Sala Cieslak strapiena ieri sera, al Teatro Era, per la lettura della “Ginestra” di Leopardi realizzata dall’attore Mario Biagini. Anche se l’incremento del 40% del programma teatrale non era stato annunciato nella conferenza stampa di fine ottobre (+4 spettacoli oltre i 10 annunciati), anche se l’incremento di questi spettacoli dicembrini non ha goduto di alcuna vera promozione (posso sbagliarmi, ma non ho visto in questi giorni neppure la distribuzione di materiale informativo per la città), il tam tam fatto dagli amici di Casa Teatro e dal neonato gruppo di sostegno al Teatro Era ha favorito comunque la rapida circolazione della notizia e stasera gli 84 posti della sala Cieslak erano tutti occupati. Non certo merito dell’organizzazione centrale (che ieri sera non è riuscita neppure a garantire l’apertura del bar interno, una cosa evidentemente troppo complicata da programmare), ma merito delle forze locali, a cominciare da quelle espressione diretta dall’amministrazione comunale che deve aver spinto molto e con grinta, rispetto al centro, per conquistare questi spettacoli aggiuntivi, rivelando una dinamica centro (Firenze)- periferia (Pontedera) di sapore granducale.
venerdì 8 dicembre 2023
LA GINESTRA COMMENTATATA E RECITATA DA MARIO BIAGINI
Nel merito dello spettacolo, confesso, da coerente bastian contrario, che Leopardi e “La Ginestra” non sono mai stati nelle mie corde. E tuttavia la sfida lanciata da Biagini mi incuriosiva. Forse perché come ha detto lo stesso attore bisogna pensare molto per capire Leopardi (che non a caso piaceva a filosofi come Schopenhauer o Nietzsche). O forse perché volevo vedere se anche un testo difficile come la Ginestra poteva attirare spettatori e reggere. Magari attirare qualche giovane liceale. La sala, ripeto, era piena, ma di gente di scuola, poca. Appena una manciata di insegnanti, per lo più donne e per lo più in pensione. Giovani studenti, non pervenuti. Forse qualche universitario.
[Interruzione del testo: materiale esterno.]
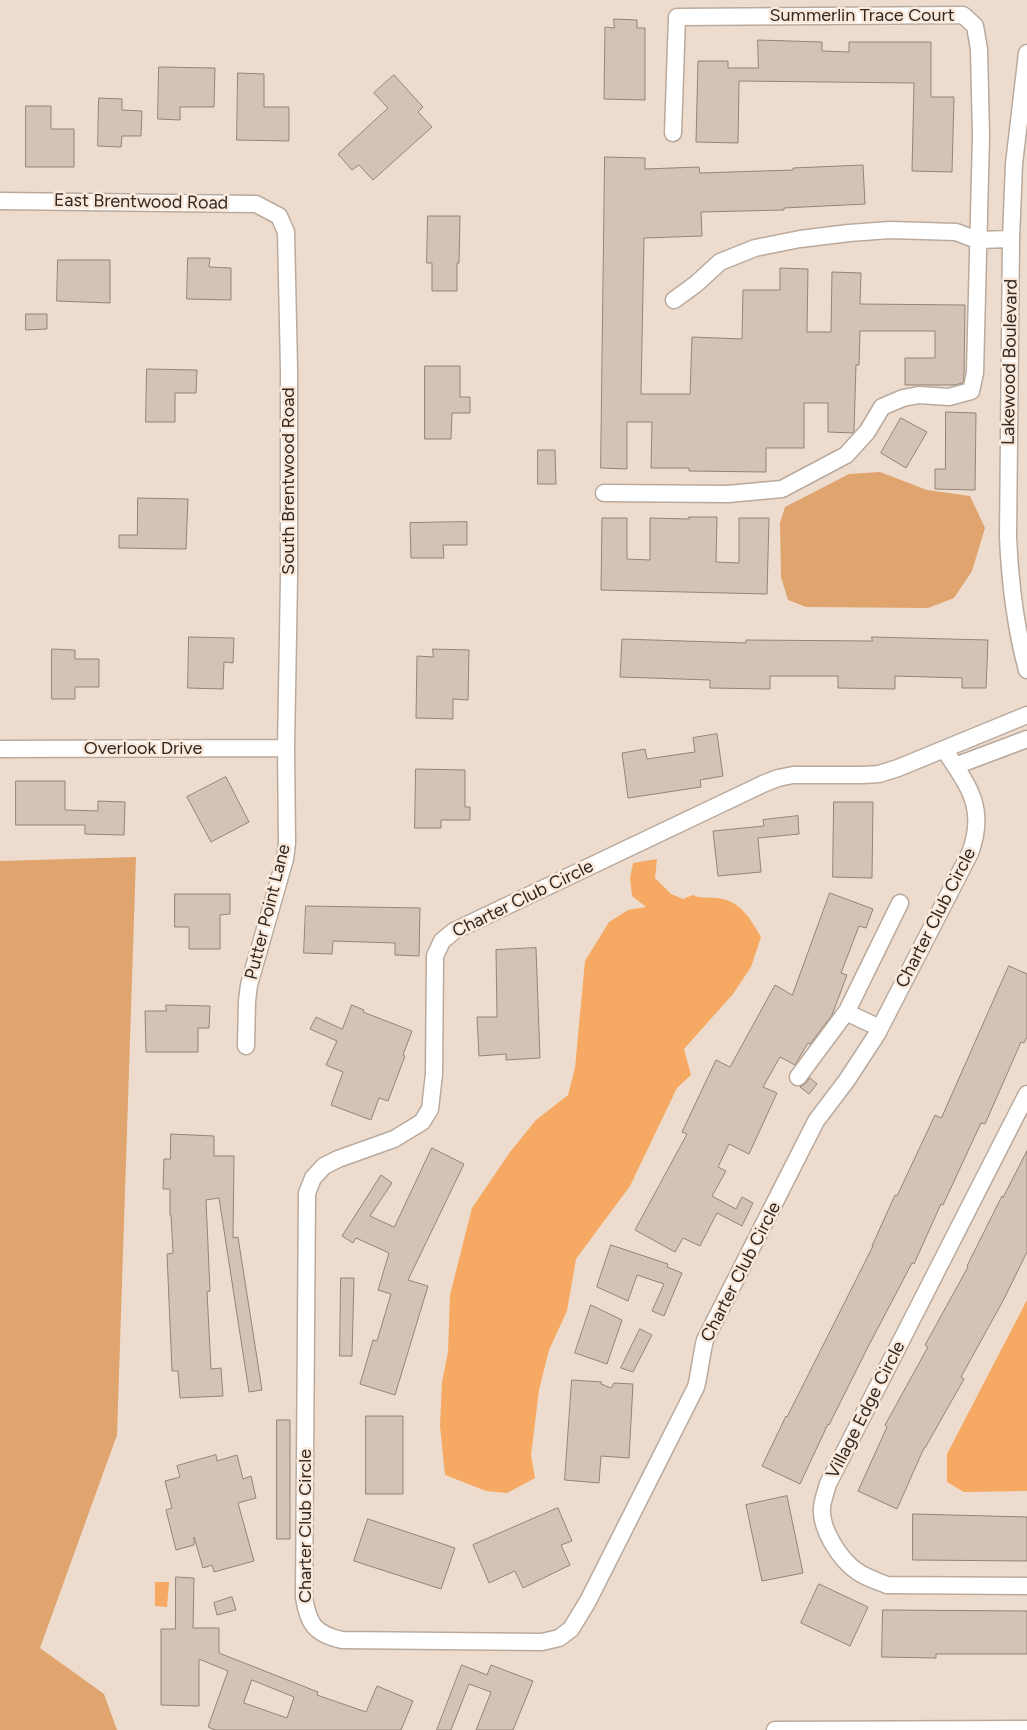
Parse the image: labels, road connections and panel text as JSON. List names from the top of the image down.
{
  "streets": {
    "street": [
      "Summerlin Trace Court",
      "East Brentwood Road",
      "Lakewood Boulevard",
      "South Brentwood Road",
      "Overlook Drive",
      "Charter Club Circle",
      "Putter Point Lane",
      "Village Edge Circle"
    ]
  },
  "crossings": [
    ["East Brentwood Road", "South Brentwood Road"],
    ["South Brentwood Road", "Overlook Drive"],
    ["South Brentwood Road", "Putter Point Lane"],
    ["Overlook Drive", "Putter Point Lane"]
  ]
}
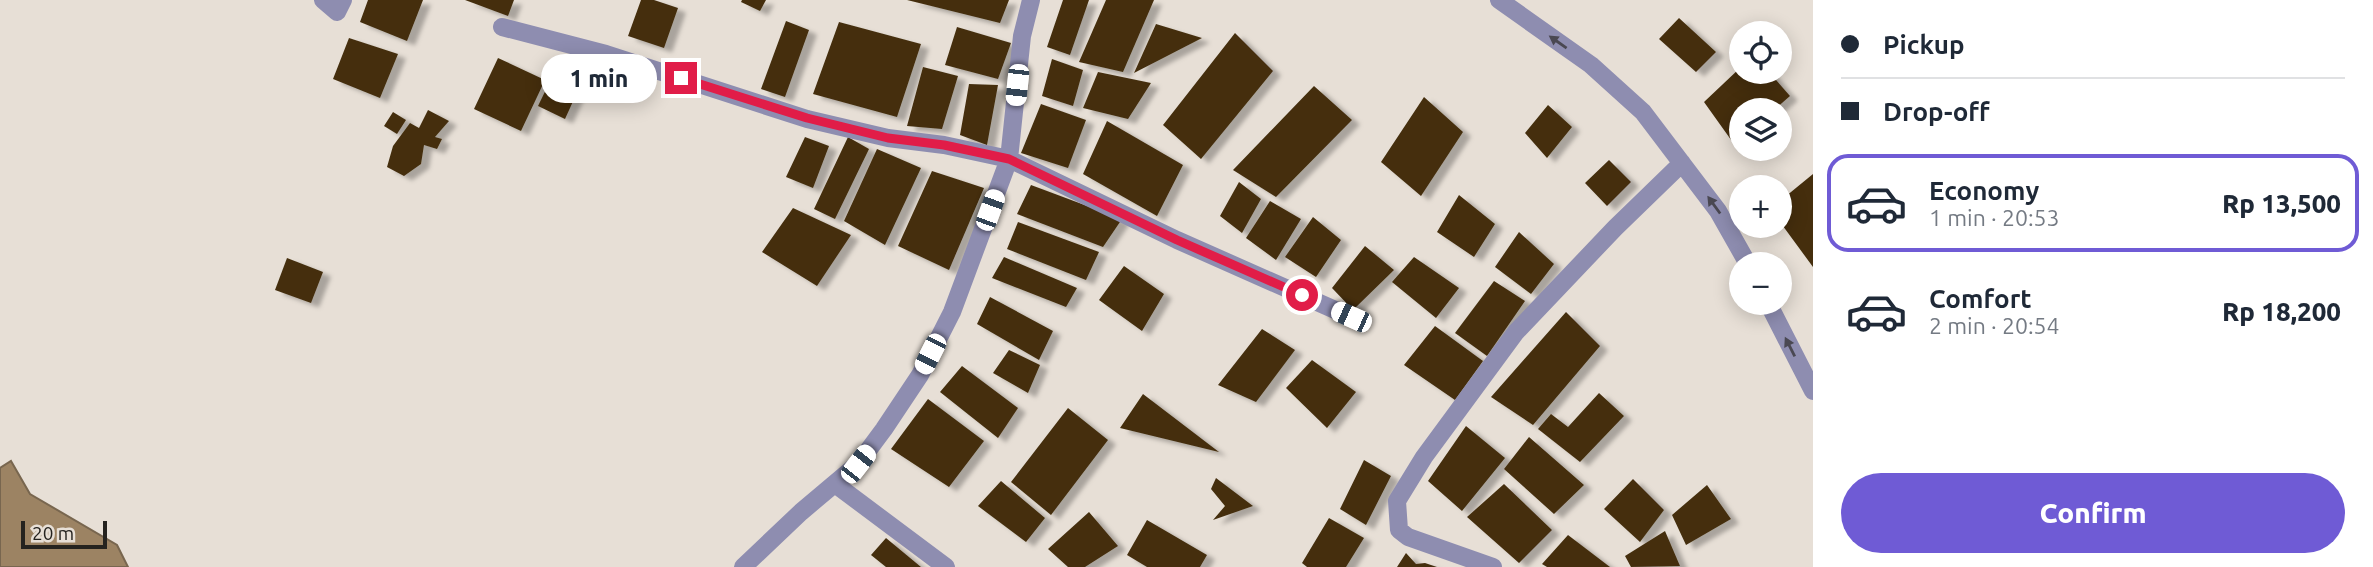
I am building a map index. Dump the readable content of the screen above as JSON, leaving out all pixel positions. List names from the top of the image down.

Comunque la lettura di Biagini, oscillante tra un Leopardi progressivo e amico degli uomini, antesignano di una fratellanza universale accomunata dal dolore contro una natura inesorabilmente matrigna e indifferente (funesto a chi nasce è il dì natal) e una vocalità che all’inizio ha ricordato quella di Carmelo Bene, hanno un po' scosso certe mie certezze. Biagini, che non conoscevo come attore, non mi ha stravolto, ma ha presentato un lavoro onesto. Di chi sa dialogare coi “grandi” e sfidarli senza lasciarsi intimidire, né gigioneggiarci. Si è sforzato di sussurrare che viviamo in tempi leopardiani. Tempi di cui non possiamo essere contenti. E anche noi ironizziamo sulle tanto decantate magnifiche sorti e progressive. Una lettura forse un po’ nostalgica. Ma nell’insieme Biagini ha sostenuto bene il peso che da solo si è messo sulle spalle. Peccato che poi non abbia sfidato il pubblico a fine spettacolo, come invece aveva fatto Dario Marconcini alcune sere fa. Anzi si è perfino defilato senza lasciarsi applaudire più di tanto, come invece avrebbe meritato. Ma forse era stanco (perché il monologo è durato oltre un’ora) o forse non si usa davvero più tentare un confronto diretto col pubblico per approfondire la performance, magari beccarsi qualche critica o semplicemente sentire cosa ne pensa il pubblico, a caldo, della proposta artistica. Peccato perché la sala Cieslak, col suo contatto fisico diretto, si presta perfettamente per questo gioco tra attori registi e spettatori. Beh, sarà per un’altra volta.